Adrian Moore, Mandarin Oriental Paris Concierge and Food Writer:
Ben Leventhal, Eater Co-Founder:
Per-Anders and Lotta Jorgensen, Editors of Fool Magazine:
Chefs creating independently rather than anxiously looking at what others do. Great examples of truly creative forces are Christian Puglisi (Relæ, Copenhagen), Nicolaus Balla (Bar Tartine, San Francisco) and Angel Leon (Aponiente, El Puerto del Santa Maria). We also love the growing interest in fine tuning/exploring coffee and tea, as well as innovative alcohol-free pairings.
When René Redzepi tweets 'None of the guests today for lunch had their smartphone out - what a bunch of freaks!' is that the start of a new dawn?
I'm intrigued by the rise of the mini-empire: people like Dale Talde, Ashley Christensen, Linton Hopkins — all of whom have have been able to open multiple venues, with each with a distinct point of view, and maintain control over the execution at each.
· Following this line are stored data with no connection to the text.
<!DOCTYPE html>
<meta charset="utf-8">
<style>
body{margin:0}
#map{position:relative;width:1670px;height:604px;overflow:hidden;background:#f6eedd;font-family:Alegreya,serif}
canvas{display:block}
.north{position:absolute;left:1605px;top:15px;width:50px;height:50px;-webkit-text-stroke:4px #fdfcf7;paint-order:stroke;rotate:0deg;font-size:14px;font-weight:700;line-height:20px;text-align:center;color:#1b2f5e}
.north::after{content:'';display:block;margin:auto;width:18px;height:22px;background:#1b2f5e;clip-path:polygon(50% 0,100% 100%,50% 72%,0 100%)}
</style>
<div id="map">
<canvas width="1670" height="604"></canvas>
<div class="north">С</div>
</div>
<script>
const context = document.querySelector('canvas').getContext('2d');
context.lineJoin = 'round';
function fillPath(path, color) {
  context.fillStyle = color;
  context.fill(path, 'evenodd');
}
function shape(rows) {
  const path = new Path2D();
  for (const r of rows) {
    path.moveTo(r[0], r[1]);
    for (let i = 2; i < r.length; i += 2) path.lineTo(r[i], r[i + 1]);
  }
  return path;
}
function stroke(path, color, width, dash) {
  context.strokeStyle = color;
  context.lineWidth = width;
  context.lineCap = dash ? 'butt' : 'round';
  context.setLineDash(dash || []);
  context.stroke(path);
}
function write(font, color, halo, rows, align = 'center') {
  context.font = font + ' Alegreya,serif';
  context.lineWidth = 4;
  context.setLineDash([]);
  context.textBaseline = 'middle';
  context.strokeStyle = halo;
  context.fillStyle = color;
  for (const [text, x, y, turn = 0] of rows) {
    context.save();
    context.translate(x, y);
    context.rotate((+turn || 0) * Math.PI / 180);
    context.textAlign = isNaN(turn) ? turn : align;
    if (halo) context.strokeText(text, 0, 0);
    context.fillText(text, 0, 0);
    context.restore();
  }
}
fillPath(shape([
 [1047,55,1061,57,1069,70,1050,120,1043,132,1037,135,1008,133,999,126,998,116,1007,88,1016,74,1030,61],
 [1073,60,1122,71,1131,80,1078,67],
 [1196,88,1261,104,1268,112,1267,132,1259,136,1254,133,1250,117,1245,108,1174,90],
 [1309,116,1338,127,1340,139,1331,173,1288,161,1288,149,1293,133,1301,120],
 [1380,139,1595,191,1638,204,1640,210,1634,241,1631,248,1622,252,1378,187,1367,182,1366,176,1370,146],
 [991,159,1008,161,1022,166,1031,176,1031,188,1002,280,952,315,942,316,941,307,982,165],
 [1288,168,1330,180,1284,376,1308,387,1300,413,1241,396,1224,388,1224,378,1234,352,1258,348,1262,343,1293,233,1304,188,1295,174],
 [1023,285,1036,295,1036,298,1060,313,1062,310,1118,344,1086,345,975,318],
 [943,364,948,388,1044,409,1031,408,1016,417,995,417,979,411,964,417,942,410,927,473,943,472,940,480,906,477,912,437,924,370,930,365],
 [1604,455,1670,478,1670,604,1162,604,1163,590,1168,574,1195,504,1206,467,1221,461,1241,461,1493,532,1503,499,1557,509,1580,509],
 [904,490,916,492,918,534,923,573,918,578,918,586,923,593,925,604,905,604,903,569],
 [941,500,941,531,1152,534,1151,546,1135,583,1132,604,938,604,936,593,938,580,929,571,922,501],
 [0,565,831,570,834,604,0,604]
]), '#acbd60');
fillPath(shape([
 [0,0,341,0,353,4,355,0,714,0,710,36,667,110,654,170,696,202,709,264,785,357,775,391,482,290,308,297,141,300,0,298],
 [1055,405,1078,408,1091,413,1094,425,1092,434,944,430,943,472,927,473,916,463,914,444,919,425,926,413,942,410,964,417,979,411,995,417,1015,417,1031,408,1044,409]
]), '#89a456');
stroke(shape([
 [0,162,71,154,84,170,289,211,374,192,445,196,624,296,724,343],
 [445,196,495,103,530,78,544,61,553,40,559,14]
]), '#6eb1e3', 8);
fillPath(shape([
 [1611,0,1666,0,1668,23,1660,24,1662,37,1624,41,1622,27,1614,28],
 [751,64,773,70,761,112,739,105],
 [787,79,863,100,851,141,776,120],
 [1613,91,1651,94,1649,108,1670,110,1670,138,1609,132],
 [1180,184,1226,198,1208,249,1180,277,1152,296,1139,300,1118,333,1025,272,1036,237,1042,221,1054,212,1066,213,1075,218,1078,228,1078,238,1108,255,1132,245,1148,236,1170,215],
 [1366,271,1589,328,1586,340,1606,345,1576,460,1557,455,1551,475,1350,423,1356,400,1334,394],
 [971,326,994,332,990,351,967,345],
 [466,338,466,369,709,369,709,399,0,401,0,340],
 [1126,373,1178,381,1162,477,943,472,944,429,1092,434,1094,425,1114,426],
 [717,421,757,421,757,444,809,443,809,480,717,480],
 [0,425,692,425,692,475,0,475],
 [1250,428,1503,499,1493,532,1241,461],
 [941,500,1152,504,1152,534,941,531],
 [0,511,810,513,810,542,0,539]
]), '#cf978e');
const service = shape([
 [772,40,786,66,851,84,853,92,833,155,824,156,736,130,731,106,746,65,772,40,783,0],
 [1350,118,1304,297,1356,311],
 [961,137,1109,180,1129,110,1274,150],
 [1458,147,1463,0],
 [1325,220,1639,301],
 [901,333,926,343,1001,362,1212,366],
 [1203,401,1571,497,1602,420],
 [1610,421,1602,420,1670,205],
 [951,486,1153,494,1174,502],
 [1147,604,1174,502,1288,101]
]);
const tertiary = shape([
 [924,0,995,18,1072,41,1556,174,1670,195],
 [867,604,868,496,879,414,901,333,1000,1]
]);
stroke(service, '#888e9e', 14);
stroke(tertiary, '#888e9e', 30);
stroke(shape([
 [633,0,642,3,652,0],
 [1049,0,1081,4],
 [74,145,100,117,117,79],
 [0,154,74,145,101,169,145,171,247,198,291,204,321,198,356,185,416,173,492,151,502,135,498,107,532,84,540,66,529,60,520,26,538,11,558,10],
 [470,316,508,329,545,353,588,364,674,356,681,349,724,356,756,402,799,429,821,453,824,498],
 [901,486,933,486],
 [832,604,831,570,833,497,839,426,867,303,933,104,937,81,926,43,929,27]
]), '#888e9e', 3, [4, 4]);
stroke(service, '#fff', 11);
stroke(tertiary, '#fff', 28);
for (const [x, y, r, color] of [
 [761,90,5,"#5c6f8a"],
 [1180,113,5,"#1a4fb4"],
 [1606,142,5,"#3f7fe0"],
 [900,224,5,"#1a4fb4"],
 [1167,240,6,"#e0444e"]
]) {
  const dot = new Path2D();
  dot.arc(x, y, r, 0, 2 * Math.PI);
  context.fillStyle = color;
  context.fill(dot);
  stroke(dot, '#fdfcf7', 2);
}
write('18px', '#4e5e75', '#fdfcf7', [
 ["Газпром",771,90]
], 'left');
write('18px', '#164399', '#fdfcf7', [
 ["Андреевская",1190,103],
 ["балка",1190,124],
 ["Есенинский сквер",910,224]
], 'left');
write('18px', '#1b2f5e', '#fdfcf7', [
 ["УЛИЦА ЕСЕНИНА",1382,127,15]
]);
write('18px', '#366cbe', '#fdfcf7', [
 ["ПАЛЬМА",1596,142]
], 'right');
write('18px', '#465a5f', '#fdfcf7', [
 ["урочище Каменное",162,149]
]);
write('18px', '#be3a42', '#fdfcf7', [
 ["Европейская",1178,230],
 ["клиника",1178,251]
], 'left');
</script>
I also cannot bang the drum loudly enough for heirloom Southern products — sorghum, field peas, hominy, rice grits, cane syrup, etc. If NYC and other Northeast cities are going to be capitalizing on Southern dishes, they might as well do their damndest to source well. (Rob Newton at Seersucker does this better than anyone in NYC.)
Charlotte Druckman, WSJ writer and Skirt Steak author:
I think the pendulum of savory desserts will swing back toward more savories appropriating dessert techniques, along the lines of the marrow bread pudding at the Macintosh in Charleston, SC. Look for apps along the lines of a flan spiked with house-made Worcestershire.
I think we are very close to banh mi saturation, in that folks are putting whatever between two slices of french bread and calling it banh mi. I fear that non-Vietnamese eaters will stop going to classic banh mi spots, and some of those places might suffer as a result.
Robbie Swinnerton, Japan Times columnist and Tokyo Food File blogger:
In Tokyo, pop-ups and collaborations (involving visiting chefs from other countries) are in. For example, Esben H. Bang from Maaemo (Oslo) pop-up at Fuglen Dan Cox from L'Enclume/Aulis (UK) pop-up with Libushi Thorsten Schmidt (Malling & Schmidt, Århus, Denmark) collaboration with Yoshihiro Narisawa. Also hot: Craft beer Japanese wine premium sake (nihonshu). Younger diners are rediscovering a taste for sake.
What's over? Over-adulation of things foreign wine with everything.